Así, son fines de la educación, entre otros, la conciencia ecológica, la prevención de la violencia, la justicia social, la convivencia democrática y el desarrollo integral de las personas. Curiosamente, no se incluye allí la formación ciudadana, hoy un tema mundialmente debatido y una urgente necesidad en nuestra sociedad.
Los principios que deberán conducir a la educación son igualmente abundantes: cooperación, no discriminación, inclusión, justicia, participación, solidaridad, interculturalidad, enfoque de género y pluralismo.
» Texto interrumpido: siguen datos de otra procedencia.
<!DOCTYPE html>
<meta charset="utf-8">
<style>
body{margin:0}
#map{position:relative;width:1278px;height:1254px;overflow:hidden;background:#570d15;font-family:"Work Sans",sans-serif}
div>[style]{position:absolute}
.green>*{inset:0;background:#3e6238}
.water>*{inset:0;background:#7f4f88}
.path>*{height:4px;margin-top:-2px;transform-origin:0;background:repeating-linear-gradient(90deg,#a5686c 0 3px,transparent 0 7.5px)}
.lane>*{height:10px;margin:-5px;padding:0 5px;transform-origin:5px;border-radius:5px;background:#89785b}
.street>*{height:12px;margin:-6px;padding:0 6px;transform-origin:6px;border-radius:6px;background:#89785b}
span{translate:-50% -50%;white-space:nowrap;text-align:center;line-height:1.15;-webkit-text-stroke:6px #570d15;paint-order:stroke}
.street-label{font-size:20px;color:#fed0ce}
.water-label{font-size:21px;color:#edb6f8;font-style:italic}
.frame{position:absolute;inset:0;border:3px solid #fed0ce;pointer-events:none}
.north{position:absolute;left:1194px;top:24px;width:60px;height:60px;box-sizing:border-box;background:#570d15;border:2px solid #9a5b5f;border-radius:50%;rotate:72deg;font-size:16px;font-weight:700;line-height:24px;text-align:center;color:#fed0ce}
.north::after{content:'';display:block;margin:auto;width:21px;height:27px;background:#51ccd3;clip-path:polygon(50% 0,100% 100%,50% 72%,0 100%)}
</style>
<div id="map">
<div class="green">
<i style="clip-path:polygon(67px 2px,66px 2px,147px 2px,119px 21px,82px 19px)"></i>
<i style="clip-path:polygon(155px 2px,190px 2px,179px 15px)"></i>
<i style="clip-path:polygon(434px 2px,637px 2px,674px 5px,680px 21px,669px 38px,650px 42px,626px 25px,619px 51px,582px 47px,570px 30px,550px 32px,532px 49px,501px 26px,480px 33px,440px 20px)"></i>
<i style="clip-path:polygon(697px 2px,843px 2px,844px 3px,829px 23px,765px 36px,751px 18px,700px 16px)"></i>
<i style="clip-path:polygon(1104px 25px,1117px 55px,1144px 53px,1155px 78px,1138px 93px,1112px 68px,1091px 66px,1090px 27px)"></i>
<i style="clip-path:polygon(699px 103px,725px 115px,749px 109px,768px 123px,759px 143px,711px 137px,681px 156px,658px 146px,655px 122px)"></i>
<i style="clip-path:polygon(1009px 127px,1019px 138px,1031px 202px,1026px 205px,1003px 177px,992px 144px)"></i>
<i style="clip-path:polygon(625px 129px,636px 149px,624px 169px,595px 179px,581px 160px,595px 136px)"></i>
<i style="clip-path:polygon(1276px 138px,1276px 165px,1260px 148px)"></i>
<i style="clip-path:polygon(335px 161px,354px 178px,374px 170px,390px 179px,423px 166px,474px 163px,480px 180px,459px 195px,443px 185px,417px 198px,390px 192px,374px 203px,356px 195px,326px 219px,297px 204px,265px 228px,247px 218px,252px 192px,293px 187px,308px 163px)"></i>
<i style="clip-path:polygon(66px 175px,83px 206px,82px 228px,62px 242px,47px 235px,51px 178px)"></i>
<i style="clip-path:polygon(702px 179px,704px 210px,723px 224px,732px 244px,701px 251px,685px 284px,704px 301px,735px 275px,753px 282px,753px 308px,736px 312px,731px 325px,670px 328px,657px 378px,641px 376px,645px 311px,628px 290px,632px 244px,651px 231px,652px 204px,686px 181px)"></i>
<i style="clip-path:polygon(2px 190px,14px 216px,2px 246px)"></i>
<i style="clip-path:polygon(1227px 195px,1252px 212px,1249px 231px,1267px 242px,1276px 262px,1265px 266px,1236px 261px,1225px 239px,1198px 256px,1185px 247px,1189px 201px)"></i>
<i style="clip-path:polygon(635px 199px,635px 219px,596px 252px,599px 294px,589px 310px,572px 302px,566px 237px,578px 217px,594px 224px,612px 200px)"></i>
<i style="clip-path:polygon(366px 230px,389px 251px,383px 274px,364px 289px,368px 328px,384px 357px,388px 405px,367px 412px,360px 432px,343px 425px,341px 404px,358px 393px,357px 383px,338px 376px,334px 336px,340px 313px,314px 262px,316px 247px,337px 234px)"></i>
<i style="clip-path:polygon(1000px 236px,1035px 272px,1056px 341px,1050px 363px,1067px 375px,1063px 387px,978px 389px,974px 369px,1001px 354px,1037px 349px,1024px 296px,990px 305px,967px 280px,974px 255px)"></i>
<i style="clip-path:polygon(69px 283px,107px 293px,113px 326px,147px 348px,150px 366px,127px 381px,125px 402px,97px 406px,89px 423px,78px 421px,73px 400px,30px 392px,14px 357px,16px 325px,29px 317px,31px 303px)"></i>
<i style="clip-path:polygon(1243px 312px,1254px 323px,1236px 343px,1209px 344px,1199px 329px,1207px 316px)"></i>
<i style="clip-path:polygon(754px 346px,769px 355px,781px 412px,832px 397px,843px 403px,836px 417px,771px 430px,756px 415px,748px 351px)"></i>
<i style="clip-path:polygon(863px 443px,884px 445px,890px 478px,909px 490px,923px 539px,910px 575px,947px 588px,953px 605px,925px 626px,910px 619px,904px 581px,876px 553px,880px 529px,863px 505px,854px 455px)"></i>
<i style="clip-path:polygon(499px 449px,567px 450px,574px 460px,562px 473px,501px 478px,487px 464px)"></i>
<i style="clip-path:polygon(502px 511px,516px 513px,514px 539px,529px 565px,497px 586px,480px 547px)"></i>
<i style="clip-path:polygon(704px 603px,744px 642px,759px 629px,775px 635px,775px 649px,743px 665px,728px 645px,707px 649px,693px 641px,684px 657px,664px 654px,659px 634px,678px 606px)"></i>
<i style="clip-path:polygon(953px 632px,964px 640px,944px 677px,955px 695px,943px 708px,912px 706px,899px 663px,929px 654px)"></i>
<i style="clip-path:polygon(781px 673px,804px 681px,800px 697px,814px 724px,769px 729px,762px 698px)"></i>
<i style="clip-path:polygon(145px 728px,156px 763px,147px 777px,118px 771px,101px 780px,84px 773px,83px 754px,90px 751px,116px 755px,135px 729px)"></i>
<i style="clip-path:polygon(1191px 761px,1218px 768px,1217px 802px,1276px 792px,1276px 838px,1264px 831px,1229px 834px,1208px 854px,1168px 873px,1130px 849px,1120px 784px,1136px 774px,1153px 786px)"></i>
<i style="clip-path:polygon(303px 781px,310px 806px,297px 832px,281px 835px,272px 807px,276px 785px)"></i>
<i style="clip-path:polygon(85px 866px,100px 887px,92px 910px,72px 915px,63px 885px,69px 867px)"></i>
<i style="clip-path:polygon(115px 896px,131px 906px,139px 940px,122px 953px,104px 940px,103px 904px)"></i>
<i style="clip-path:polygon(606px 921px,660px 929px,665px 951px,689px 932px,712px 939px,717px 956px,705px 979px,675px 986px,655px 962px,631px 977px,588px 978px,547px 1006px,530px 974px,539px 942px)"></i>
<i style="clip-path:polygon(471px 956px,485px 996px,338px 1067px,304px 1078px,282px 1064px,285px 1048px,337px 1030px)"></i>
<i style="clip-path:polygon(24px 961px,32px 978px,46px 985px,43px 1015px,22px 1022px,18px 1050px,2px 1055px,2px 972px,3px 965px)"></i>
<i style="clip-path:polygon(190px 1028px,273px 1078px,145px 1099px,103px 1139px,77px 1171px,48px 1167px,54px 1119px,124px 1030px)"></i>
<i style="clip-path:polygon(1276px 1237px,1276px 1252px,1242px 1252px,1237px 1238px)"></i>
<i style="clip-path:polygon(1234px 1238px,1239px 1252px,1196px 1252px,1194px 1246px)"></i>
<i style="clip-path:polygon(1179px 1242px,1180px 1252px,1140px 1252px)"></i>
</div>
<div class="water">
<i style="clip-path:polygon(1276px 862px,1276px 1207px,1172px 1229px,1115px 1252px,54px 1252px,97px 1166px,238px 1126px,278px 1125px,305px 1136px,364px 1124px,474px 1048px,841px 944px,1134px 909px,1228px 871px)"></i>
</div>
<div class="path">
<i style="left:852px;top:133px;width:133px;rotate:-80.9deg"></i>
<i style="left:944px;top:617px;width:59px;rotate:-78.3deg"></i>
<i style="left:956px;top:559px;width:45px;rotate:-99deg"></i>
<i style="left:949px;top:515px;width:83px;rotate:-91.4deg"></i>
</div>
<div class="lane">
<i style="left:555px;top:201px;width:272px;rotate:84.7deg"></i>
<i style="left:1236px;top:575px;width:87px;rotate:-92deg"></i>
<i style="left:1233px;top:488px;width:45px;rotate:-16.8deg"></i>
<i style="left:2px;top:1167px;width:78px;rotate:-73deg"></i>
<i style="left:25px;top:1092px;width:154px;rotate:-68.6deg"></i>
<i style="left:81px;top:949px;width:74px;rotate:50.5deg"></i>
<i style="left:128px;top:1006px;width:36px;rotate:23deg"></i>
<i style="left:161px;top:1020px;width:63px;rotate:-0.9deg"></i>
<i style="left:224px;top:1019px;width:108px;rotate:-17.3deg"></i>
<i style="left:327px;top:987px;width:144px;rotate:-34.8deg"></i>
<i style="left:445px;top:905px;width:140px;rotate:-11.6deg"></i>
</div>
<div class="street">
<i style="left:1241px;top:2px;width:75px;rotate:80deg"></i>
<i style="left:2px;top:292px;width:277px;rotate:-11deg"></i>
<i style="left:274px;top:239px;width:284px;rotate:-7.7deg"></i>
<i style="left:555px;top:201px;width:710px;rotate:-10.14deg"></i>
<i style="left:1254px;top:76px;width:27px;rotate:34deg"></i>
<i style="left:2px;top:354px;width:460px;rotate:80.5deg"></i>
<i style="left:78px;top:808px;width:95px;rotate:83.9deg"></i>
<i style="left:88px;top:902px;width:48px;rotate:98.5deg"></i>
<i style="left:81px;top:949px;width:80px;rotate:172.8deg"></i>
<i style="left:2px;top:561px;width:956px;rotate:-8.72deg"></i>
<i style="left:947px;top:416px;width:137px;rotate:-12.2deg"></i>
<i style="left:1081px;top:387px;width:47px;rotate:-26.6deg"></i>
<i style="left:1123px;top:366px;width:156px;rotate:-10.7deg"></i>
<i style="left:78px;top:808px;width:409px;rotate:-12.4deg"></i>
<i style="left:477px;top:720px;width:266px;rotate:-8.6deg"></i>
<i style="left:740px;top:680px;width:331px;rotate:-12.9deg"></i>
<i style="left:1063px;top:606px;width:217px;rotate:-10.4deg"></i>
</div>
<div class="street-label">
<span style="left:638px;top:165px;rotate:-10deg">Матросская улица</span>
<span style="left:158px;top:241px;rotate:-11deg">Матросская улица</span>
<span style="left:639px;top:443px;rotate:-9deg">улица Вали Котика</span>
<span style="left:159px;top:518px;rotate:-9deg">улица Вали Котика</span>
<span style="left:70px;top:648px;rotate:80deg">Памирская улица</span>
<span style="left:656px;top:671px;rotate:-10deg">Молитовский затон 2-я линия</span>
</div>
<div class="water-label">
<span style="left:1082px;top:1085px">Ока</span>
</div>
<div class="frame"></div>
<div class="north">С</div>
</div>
Además, ella tendrá carácter no sexista; se desarrollará de forma contextualizada, considerando la pertinencia territorial, cultural y lingüística. Pero hay más todavía: la Constitución garantiza, adicionalmente, educación sexual integral, educación ambiental, digital, basada en la empatía y el respeto hacia los animales, para el consumo responsable, cívica a nivel municipal y educación sobre el patrimonio.
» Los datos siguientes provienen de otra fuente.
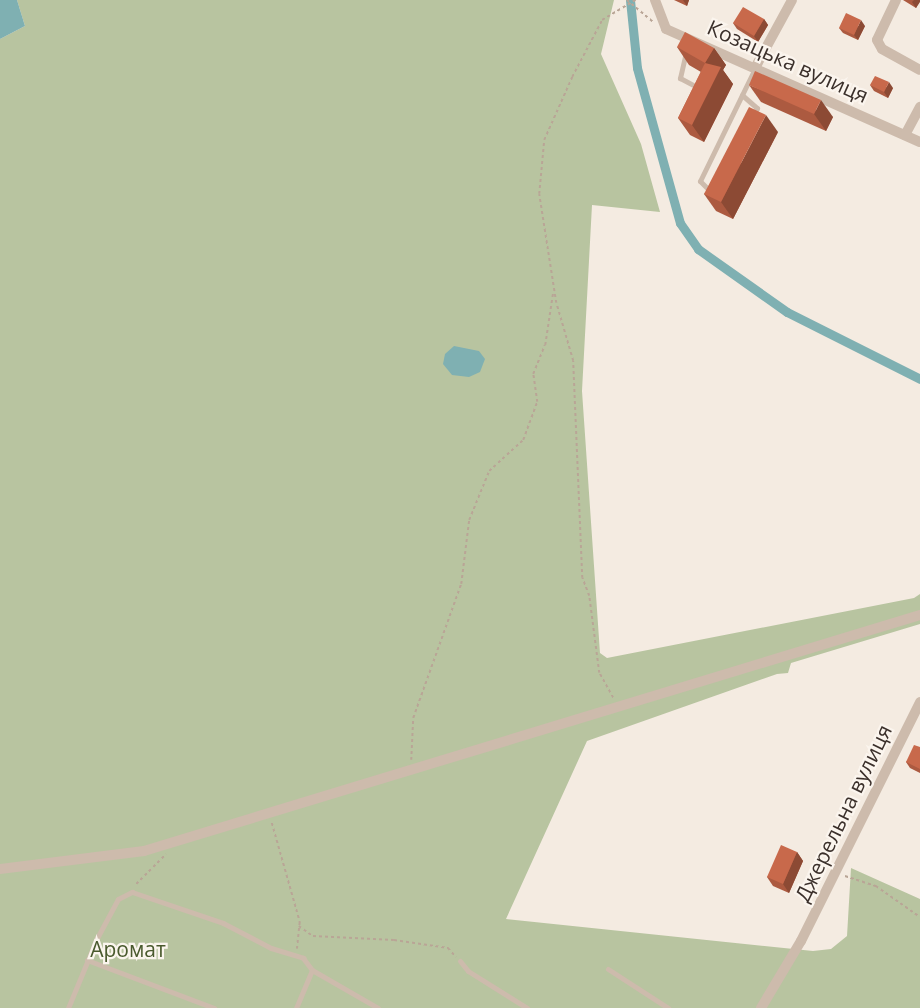 <!DOCTYPE html>
<html>
<head>
<meta charset="utf-8">
<style>
  body { margin:0 }
  #map { position:relative; width:920px; height:1008px; overflow:hidden; background:#f4ebe1; font-family:"Open Sans",sans-serif }
  div>[style] { position:absolute }
  .green>* { inset:0; background:#b8c4a0 }
  .water>* { inset:0; background:#7fb0b2 }
  .canal>* { height:9px; margin:-4.5px; padding:0 4.5px; transform-origin:4.5px; border-radius:4.5px; background:#7fb0b2 }
  .path>* { height:1.5px; margin-top:-0.75px; transform-origin:0; background:repeating-linear-gradient(90deg,#b9a596 0 3px,transparent 0 6px) }
  .lane>* { height:5px; margin:-2.5px; padding:0 2.5px; transform-origin:2.5px; border-radius:2.5px; background:#cdbbac }
  .street>* { height:10px; margin:-5px; padding:0 5px; transform-origin:5px; border-radius:5px; background:#cdbbac }
  .wall>* { inset:0; background:#ac5a40 }
  .shaded-wall>* { inset:0; background:#8c4a34 }
  .building>* { inset:0; background:#c8694b }
  span { translate:-50% -50%; white-space:nowrap; text-align:center; line-height:1.15; -webkit-text-stroke:4.5px #fbf5ee; paint-order:stroke }
  .street-label { font-size:21px; color:#3b302b }
  .park-label { font-size:21px; color:#4a5a2e }
</style>
</head>
<body>
<div id="map">
  <div class="green">
    <div style="clip-path:polygon(17px 0,614px 0,601px 54px,641px 144px,660px 212px,592px 205px,582px 391px,600px 653px,607px 658px,914px 598px,920px 594px,920px 624px,791px 663px,788px 673px,777px 674px,587px 741px,506px 919px,813px 951px,831px 949px,847px 936px,851px 868px,920px 899px,920px 1008px,0 1008px,0 39px,25px 26px)"></div>
  </div>
  <div class="water">
    <div style="clip-path:polygon(0 0,17px 0,25px 26px,0 39px)"></div>
    <div style="clip-path:polygon(454px 346px,479px 351px,485px 359px,480px 372px,469px 377px,452px 375px,443px 364px,445px 354px)"></div>
  </div>
  <div class="canal">
    <div style="left:630px;top:0;width:68px;rotate:84.1deg"></div>
    <div style="left:637px;top:68px;width:161px;rotate:74.5deg"></div>
    <div style="left:680px;top:223px;width:32px;rotate:55deg"></div>
    <div style="left:698px;top:249px;width:109px;rotate:35.3deg"></div>
    <div style="left:787px;top:312px;width:149px;rotate:26.7deg"></div>
  </div>
  <div class="path">
    <div style="left:627px;top:0;width:34px;rotate:40deg"></div>
    <div style="left:613px;top:698px;width:29px;rotate:-119deg"></div>
    <div style="left:599px;top:673px;width:78px;rotate:-97.4deg"></div>
    <div style="left:589px;top:596px;width:19px;rotate:-111deg"></div>
    <div style="left:582px;top:578px;width:217px;rotate:-92.4deg"></div>
    <div style="left:573px;top:361px;width:60px;rotate:-106.3deg"></div>
    <div style="left:556px;top:303px;width:110px;rotate:-98.9deg"></div>
    <div style="left:539px;top:194px;width:54px;rotate:-84.7deg"></div>
    <div style="left:544px;top:140px;width:69px;rotate:-66deg"></div>
    <div style="left:572px;top:77px;width:64px;rotate:-62.2deg"></div>
    <div style="left:602px;top:20px;width:39px;rotate:-31deg"></div>
    <div style="left:411px;top:760px;width:42px;rotate:-87.3deg"></div>
    <div style="left:413px;top:718px;width:142px;rotate:-70.3deg"></div>
    <div style="left:461px;top:584px;width:64px;rotate:-82.9deg"></div>
    <div style="left:469px;top:520px;width:53px;rotate:-67.8deg"></div>
    <div style="left:489px;top:471px;width:46px;rotate:-42.4deg"></div>
    <div style="left:523px;top:440px;width:40px;rotate:-69.8deg"></div>
    <div style="left:537px;top:402px;width:28px;rotate:-98deg"></div>
    <div style="left:533px;top:374px;width:31px;rotate:-68deg"></div>
    <div style="left:545px;top:345px;width:54px;rotate:-81.4deg"></div>
    <div style="left:272px;top:823px;width:103px;rotate:74.2deg"></div>
    <div style="left:300px;top:922px;width:27px;rotate:96deg"></div>
    <div style="left:845px;top:876px;width:33px;rotate:18deg"></div>
    <div style="left:876px;top:886px;width:54px;rotate:35.2deg"></div>
    <div style="left:136px;top:884px;width:42px;rotate:-45deg"></div>
    <div style="left:299px;top:926px;width:17px;rotate:36deg"></div>
    <div style="left:313px;top:936px;width:81px;rotate:2.8deg"></div>
    <div style="left:394px;top:940px;width:55px;rotate:8.4deg"></div>
    <div style="left:448px;top:948px;width:12px;rotate:48deg"></div>
  </div>
  <div class="lane">
    <div style="left:686px;top:52px;width:27px;rotate:103deg"></div>
    <div style="left:680px;top:78px;width:21px;rotate:28deg"></div>
    <div style="left:742px;top:95px;width:20px;rotate:41deg"></div>
    <div style="left:757px;top:108px;width:8px;rotate:113deg"></div>
    <div style="left:712px;top:193px;width:17px;rotate:-135deg"></div>
    <div style="left:700px;top:181px;width:126px;rotate:-64deg"></div>
    <div style="left:87px;top:960px;width:136px;rotate:20.7deg"></div>
    <div style="left:460px;top:961px;width:13px;rotate:51deg"></div>
    <div style="left:468px;top:971px;width:70px;rotate:32.1deg"></div>
    <div style="left:608px;top:969px;width:72px;rotate:33deg"></div>
    <div style="left:312px;top:970px;width:76px;rotate:29.9deg"></div>
    <div style="left:68px;top:1008px;width:76px;rotate:-67.5deg"></div>
    <div style="left:97px;top:938px;width:44px;rotate:-61.7deg"></div>
    <div style="left:118px;top:899px;width:16px;rotate:-27deg"></div>
    <div style="left:132px;top:892px;width:96px;rotate:18.8deg"></div>
    <div style="left:223px;top:923px;width:54px;rotate:27.5deg"></div>
    <div style="left:271px;top:948px;width:34px;rotate:17deg"></div>
    <div style="left:303px;top:958px;width:15px;rotate:53deg"></div>
    <div style="left:312px;top:970px;width:41px;rotate:112.8deg"></div>
  </div>
  <div class="street">
    <div style="left:655px;top:0;width:31px;rotate:69deg"></div>
    <div style="left:666px;top:29px;width:278px;rotate:24deg"></div>
    <div style="left:896px;top:0;width:44px;rotate:115.4deg"></div>
    <div style="left:877px;top:40px;width:10px;rotate:61deg"></div>
    <div style="left:882px;top:49px;width:43px;rotate:28.9deg"></div>
    <div style="left:755px;top:68px;width:77px;rotate:-61.4deg"></div>
    <div style="left:905px;top:135px;width:32px;rotate:-62deg"></div>
    <div style="left:0;top:869px;width:145px;rotate:-7.1deg"></div>
    <div style="left:144px;top:851px;width:811px;rotate:-16.92deg"></div>
    <div style="left:761px;top:1008px;width:78px;rotate:-59.2deg"></div>
    <div style="left:801px;top:941px;width:267px;rotate:-63.5deg"></div>
  </div>
  <div class="wall">
    <div style="clip-path:polygon(674px 0,689px 0,687px 6px)"></div>
    <div style="clip-path:polygon(903px 0,920px 0,916px 8px)"></div>
    <div style="clip-path:polygon(764px 19px,768px 25px,758px 42px,737px 29px,733px 23px)"></div>
    <div style="clip-path:polygon(865px 26px,858px 40px,843px 33px,839px 28px)"></div>
    <div style="clip-path:polygon(677px 47px,714px 48px,726px 65px,723px 70px,733px 84px,704px 142px,690px 135px,678px 118px,701px 72px,689px 65px)"></div>
    <div style="clip-path:polygon(749px 85px,833px 117px,826px 131px,761px 102px)"></div>
    <div style="clip-path:polygon(870px 85px,893px 88px,888px 98px,874px 91px)"></div>
    <div style="clip-path:polygon(778px 132px,733px 219px,716px 211px,704px 194px)"></div>
    <div style="clip-path:polygon(920px 747px,920px 773px,910px 768px,906px 762px)"></div>
    <div style="clip-path:polygon(797px 852px,803px 861px,789px 893px,773px 886px,767px 877px)"></div>
  </div>
  <div class="shaded-wall">
    <div style="clip-path:polygon(683px 0,689px 0,687px 6px)"></div>
    <div style="clip-path:polygon(914px 0,920px 0,920px 2px,916px 8px,912px 2px)"></div>
    <div style="clip-path:polygon(764px 19px,768px 25px,758px 42px,754px 36px)"></div>
    <div style="clip-path:polygon(861px 20px,865px 26px,858px 40px,854px 35px)"></div>
    <div style="clip-path:polygon(714px 48px,726px 65px,723px 70px,733px 84px,704px 142px,692px 125px,705px 63px)"></div>
    <div style="clip-path:polygon(889px 82px,893px 88px,888px 98px,884px 92px)"></div>
    <div style="clip-path:polygon(821px 100px,833px 117px,826px 131px,814px 114px)"></div>
    <div style="clip-path:polygon(766px 115px,778px 132px,733px 219px,721px 202px)"></div>
    <div style="clip-path:polygon(797px 852px,803px 861px,789px 893px,783px 884px)"></div>
  </div>
  <div class="building">
    <div style="clip-path:polygon(743px 7px,764px 19px,754px 36px,733px 23px)"></div>
    <div style="clip-path:polygon(846px 13px,861px 20px,854px 35px,839px 28px)"></div>
    <div style="clip-path:polygon(685px 32px,714px 48px,705px 63px,677px 47px)"></div>
    <div style="clip-path:polygon(705px 63px,721px 67px,692px 125px,678px 118px)"></div>
    <div style="clip-path:polygon(755px 71px,821px 100px,814px 114px,749px 85px)"></div>
    <div style="clip-path:polygon(875px 76px,889px 82px,884px 92px,870px 85px)"></div>
    <div style="clip-path:polygon(749px 107px,766px 115px,721px 202px,704px 194px)"></div>
    <div style="clip-path:polygon(914px 745px,920px 747px,920px 769px,906px 762px)"></div>
    <div style="clip-path:polygon(781px 845px,797px 852px,783px 884px,767px 877px)"></div>
  </div>
  <div class="street-label">
    <span style="left:788px;top:61px;rotate:24deg">Козацька вулиця</span>
    <span style="left:843px;top:813px;rotate:-64deg">Джерельна вулиця</span>
  </div>
  <div class="park-label">
    <span style="left:128px;top:949px">Аромат</span>
  </div>
</div>
</body>
</html>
Por último, ella deberá orientarse hacia la calidad. Esta se entiende como “el cumplimiento de los fines y principios establecidos de la educación”. O sea, supone el cumplimiento de todo lo anterior. ¿Cómo se verificará esto? ¿Quién evaluará si el cumplimiento es suficiente? ¿Habrá un modelo único de interpretación de esos fines y principios?
Dotada de tal cantidad de atributos, la educación resulta una utopía inalcanzable. Y el derecho a ella escapa de la realidad, incluso, al reino de lo posible. Sobre todo, si comparamos tan oceánicas aspiraciones con las precarias —a veces paupérrimas— condiciones de aprendizaje que ofrece nuestro sistema escolar. La brecha entre lo proclamado y lo disponible se vuelve abismante.
¿Cómo pretende el constituyente reducir o superar esa brecha?
Según el texto propuesto, la solución consistiría en la existencia de un Sistema Nacional de Educación integrado por establecimientos creados o reconocidos por el Estado, el que los coordinará, regulará, mejorará y supervigilará bajo un régimen común fijado por la ley. Dicho en breve, un sistema similar al que tenemos en la actualidad, que la ley denomina mixto.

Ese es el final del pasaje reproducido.